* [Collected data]
- Opening Delimiter -

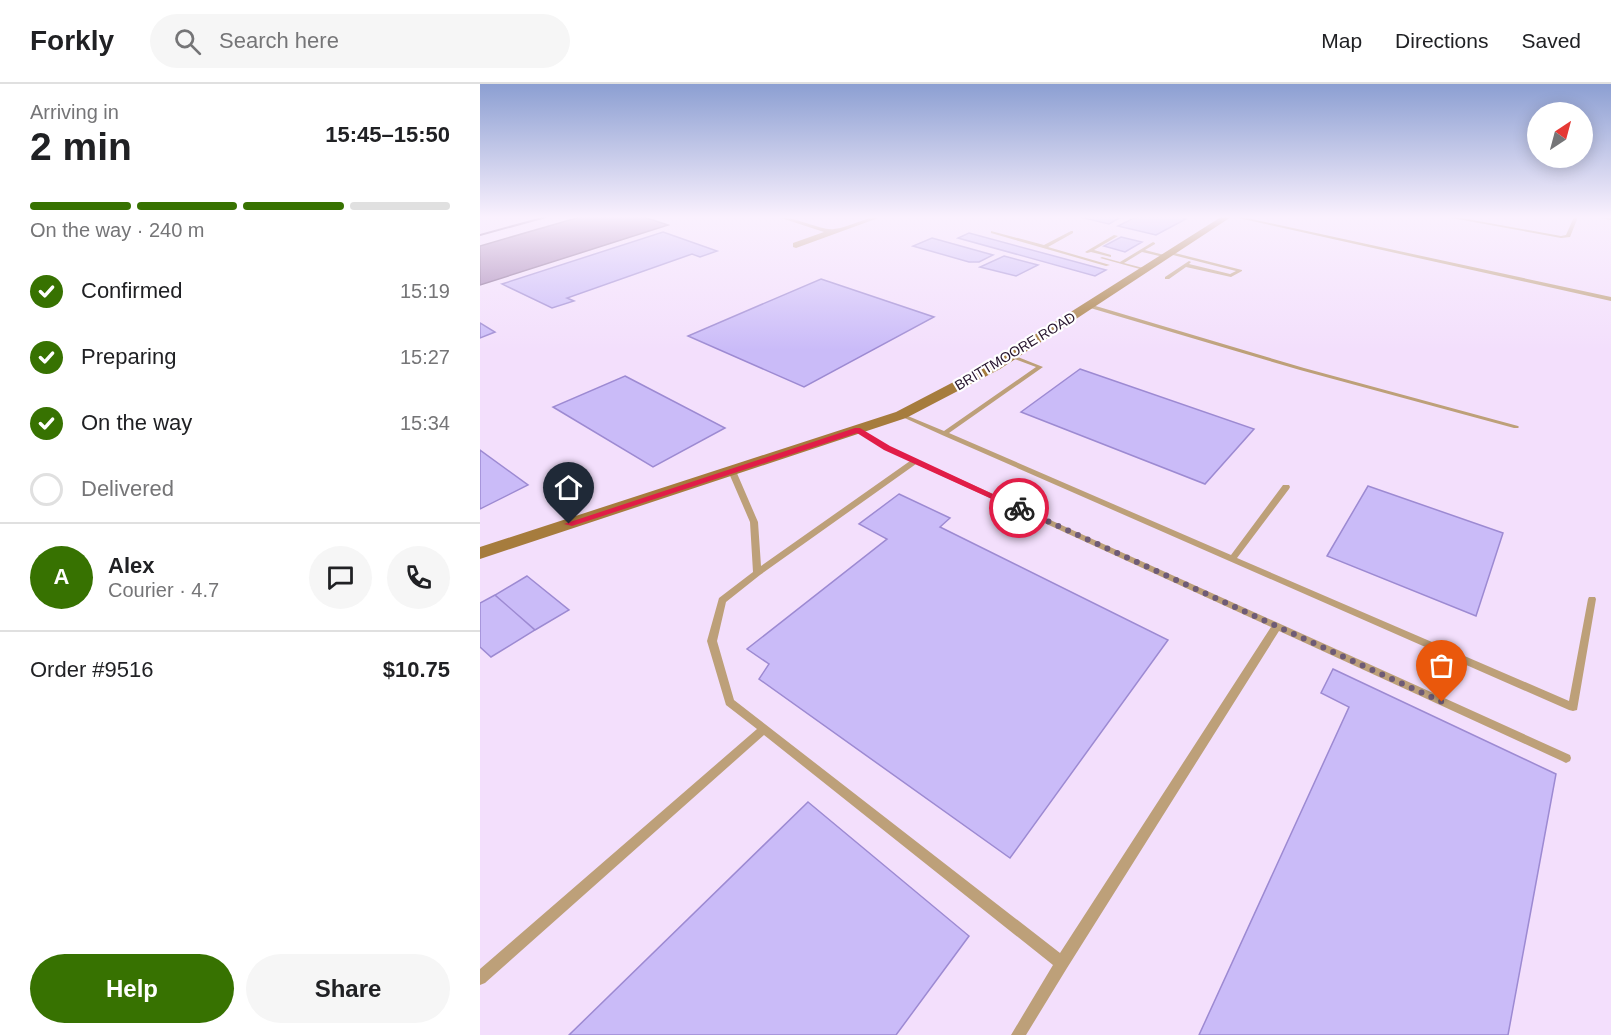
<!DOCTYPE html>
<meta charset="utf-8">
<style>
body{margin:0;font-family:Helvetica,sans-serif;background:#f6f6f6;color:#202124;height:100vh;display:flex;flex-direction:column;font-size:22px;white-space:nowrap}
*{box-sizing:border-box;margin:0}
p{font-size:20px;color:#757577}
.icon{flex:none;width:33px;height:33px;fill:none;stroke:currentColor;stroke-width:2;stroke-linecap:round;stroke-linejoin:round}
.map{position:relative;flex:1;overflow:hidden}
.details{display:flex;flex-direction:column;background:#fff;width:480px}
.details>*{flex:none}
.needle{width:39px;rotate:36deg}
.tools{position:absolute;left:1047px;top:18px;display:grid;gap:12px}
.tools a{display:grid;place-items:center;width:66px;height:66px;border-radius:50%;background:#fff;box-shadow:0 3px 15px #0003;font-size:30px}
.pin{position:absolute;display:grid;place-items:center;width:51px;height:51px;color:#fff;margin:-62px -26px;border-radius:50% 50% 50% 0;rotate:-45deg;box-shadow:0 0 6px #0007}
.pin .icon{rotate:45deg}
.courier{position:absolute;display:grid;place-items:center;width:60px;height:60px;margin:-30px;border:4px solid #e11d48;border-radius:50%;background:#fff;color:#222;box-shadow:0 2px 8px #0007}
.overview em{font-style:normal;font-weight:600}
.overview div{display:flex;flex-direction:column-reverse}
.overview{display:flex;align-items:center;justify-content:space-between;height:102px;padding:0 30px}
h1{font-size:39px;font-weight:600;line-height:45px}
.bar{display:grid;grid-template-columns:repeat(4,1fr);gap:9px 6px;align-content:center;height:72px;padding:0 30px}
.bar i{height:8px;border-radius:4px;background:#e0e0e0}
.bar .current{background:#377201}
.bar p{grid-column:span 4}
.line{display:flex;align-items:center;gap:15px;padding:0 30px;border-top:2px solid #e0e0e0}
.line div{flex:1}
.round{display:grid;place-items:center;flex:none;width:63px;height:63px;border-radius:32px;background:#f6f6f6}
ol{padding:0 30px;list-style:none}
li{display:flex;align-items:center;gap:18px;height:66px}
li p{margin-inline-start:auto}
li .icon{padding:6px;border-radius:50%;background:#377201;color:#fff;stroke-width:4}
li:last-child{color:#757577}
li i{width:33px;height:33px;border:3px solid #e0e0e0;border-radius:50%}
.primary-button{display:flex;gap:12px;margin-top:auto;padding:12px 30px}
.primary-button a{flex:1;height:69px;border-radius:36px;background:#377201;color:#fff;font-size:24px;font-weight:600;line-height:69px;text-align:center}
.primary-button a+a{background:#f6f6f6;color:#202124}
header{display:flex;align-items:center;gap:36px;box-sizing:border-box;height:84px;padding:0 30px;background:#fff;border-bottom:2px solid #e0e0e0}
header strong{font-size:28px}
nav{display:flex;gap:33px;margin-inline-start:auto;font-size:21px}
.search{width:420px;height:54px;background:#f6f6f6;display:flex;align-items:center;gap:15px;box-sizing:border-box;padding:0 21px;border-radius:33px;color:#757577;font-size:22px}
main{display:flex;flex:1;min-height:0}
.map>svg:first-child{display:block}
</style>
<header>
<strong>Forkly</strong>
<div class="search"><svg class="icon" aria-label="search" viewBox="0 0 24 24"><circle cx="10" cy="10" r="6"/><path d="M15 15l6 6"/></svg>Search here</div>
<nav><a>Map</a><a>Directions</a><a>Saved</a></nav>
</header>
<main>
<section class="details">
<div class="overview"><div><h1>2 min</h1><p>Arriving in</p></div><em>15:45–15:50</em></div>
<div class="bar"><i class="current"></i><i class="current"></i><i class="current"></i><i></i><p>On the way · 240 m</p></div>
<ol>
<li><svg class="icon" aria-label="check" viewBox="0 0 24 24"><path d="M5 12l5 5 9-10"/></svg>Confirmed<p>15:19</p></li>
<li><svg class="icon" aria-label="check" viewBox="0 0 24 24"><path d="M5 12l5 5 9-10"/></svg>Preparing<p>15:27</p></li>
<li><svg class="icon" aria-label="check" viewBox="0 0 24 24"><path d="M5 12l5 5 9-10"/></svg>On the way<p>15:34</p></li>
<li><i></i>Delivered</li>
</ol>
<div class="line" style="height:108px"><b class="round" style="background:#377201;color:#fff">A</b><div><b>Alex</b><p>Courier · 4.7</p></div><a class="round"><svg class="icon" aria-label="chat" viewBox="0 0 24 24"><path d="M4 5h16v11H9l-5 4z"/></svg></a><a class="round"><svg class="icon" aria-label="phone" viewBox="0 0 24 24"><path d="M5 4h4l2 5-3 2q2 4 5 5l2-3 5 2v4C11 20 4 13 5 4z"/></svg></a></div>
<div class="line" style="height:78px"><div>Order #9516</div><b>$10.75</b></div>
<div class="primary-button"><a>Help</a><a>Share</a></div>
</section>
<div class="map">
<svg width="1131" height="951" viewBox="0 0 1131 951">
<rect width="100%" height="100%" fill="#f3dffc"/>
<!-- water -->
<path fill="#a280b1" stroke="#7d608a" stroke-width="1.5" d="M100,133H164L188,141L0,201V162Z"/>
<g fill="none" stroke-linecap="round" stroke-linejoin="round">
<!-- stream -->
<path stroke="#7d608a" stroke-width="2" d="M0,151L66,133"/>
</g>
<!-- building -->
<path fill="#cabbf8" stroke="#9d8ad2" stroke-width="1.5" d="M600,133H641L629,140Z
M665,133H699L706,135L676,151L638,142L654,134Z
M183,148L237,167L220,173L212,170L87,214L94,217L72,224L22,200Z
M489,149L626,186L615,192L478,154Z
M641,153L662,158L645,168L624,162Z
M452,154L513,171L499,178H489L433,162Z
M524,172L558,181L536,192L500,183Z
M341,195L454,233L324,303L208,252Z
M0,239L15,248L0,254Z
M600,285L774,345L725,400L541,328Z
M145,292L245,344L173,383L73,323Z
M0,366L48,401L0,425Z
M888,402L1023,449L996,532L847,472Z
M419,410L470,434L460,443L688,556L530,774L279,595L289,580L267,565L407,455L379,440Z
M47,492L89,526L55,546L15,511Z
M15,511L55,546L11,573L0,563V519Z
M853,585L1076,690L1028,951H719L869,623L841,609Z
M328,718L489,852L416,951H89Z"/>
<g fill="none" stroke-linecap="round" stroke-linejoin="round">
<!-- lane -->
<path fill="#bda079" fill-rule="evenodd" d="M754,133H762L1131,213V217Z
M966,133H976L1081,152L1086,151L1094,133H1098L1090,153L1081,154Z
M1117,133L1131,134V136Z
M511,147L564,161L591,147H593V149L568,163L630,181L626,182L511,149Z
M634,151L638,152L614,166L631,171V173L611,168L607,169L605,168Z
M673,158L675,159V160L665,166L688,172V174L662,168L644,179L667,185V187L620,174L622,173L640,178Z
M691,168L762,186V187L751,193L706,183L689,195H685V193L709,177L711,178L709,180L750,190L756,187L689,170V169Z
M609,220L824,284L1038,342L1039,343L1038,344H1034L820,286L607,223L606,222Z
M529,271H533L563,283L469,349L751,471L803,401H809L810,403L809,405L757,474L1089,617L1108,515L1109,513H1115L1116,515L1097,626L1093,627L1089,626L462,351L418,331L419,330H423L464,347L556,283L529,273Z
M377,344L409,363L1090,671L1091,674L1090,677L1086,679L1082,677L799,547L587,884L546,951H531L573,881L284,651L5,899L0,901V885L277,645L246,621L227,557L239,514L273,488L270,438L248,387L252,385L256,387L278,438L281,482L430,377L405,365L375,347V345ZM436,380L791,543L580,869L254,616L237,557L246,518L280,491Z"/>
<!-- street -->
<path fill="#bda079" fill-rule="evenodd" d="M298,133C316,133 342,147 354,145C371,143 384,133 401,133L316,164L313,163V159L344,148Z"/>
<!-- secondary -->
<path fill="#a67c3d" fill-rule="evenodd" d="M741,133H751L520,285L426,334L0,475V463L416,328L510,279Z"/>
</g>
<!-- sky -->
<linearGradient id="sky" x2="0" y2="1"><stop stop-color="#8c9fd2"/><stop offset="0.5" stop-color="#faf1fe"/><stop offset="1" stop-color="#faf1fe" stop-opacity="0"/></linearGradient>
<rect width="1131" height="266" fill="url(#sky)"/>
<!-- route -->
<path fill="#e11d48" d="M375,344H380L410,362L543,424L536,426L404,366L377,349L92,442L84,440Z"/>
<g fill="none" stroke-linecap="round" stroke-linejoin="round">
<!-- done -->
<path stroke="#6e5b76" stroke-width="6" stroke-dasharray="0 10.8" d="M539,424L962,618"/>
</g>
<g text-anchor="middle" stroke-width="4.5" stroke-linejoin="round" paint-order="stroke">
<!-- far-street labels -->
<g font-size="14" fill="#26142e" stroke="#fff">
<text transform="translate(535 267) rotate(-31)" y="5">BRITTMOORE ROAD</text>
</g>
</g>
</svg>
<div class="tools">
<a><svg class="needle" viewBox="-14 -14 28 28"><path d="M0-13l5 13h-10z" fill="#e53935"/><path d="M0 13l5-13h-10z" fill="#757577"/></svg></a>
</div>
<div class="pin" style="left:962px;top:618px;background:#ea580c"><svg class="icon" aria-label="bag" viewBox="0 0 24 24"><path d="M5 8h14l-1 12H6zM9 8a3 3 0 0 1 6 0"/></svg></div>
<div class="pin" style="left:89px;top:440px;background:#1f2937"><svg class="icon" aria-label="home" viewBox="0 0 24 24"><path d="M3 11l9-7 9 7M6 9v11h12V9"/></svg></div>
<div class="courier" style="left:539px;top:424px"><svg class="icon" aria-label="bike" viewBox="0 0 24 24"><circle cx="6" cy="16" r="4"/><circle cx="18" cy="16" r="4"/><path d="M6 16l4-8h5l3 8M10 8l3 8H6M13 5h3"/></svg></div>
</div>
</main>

- Closing Delimiter -

* [Task to carry out]
Copy out the lines above that hold the string "absolute".

* [Answer to the problem]
.tools{position:absolute;left:1047px;top:18px;display:grid;gap:12px}
.pin{position:absolute;display:grid;place-items:center;width:51px;height:51px;color:#fff;margin:-62px -26px;border-radius:50% 50% 50% 0;rotate:-45deg;box-shadow:0 0 6px #0007}
.courier{position:absolute;display:grid;place-items:center;width:60px;height:60px;margin:-30px;border:4px solid #e11d48;border-radius:50%;background:#fff;color:#222;box-shadow:0 2px 8px #0007}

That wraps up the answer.